Poster
in
Workshop: 3rd ICLR Workshop on Machine Learning for Remote Sensing
An Analysis of Multimodal Large Language Models for Object Localization in Earth Observation Imagery
Darryl Hannan · John Cooper · Dylan White · Henry Kvinge · Timothy Doster · Yijing Watkins
in
Workshop: 3rd ICLR Workshop on Machine Learning for Remote Sensing
Multimodal large language models (MLLMs) have altered the landscape of computer vision, obtaining impressive results across a wide range of tasks, especially in zero-shot settings. Unfortunately, their strong performance does not always transfer to out-of-distribution domains, such as earth observation (EO) imagery. Prior work has demonstrated that MLLMs excel at some earth observation tasks, such as image captioning and scene understanding, while failing at tasks that require more fine-grained spatial reasoning, such as object localization. However, MLLMs are advancing rapidly and insights quickly become out-dated. In this work, we analyze more recent MLLMs that have been explicitly trained to include fine-grained spatial reasoning capabilities, benchmarking them on EO object localization tasks. We demonstrate that these models are performant in certain settings, making them well suited for zero-shot or limited data scenarios.

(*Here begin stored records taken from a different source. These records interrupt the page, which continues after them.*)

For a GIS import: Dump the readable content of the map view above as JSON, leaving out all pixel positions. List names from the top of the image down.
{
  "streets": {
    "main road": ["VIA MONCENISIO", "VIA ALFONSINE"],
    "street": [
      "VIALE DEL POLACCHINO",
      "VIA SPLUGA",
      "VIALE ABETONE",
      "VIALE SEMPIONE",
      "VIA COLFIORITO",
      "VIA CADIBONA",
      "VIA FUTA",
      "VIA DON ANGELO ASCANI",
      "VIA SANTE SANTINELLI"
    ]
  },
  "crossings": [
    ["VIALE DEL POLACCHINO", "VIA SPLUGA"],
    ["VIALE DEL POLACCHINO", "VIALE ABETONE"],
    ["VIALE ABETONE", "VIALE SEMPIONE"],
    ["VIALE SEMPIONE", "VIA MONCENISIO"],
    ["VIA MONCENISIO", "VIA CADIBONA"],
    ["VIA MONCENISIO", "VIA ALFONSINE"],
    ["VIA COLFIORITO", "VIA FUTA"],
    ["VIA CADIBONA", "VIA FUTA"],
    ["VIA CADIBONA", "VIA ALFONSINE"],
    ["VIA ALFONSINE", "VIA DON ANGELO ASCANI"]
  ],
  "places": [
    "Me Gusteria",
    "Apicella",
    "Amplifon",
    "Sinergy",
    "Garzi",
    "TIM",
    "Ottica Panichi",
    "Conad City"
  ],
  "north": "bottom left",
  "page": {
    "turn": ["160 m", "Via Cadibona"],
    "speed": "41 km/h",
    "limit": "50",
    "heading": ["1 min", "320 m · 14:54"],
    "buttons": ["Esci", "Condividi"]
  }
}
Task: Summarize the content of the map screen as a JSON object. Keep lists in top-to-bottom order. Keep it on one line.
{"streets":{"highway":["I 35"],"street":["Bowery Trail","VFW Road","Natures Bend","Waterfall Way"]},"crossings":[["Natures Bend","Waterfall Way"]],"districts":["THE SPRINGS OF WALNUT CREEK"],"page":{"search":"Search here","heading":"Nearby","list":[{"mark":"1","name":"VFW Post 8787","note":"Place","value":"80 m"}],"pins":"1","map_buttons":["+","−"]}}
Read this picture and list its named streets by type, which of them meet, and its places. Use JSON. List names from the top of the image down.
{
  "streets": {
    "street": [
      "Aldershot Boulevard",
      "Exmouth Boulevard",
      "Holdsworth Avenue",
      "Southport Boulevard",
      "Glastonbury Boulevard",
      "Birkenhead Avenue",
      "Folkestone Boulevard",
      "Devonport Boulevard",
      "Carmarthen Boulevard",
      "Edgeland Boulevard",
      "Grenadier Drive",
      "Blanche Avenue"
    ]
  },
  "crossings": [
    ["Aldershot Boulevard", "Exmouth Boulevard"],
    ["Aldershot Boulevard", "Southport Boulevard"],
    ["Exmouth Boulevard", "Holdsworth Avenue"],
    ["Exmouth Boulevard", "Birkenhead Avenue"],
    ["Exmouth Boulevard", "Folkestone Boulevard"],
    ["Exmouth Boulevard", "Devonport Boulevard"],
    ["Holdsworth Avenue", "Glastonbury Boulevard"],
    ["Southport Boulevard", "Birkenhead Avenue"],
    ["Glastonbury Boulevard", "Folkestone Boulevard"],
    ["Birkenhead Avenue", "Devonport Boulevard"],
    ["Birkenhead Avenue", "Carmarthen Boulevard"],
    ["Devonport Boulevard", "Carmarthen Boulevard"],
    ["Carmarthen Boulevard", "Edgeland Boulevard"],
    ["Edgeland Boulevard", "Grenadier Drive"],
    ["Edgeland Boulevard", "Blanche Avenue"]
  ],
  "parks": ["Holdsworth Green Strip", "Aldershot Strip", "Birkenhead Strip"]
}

We then directly compare their performance to a few-shot Faster RCNN, quantifying the amount of data that is needed to surpass MLLM performance in various settings. We hope that this work will prove valuable as others evaluate whether or not it is worth employing an MLLM for a given EO task and that it will encourage further research in utilizing these models in the overhead domain.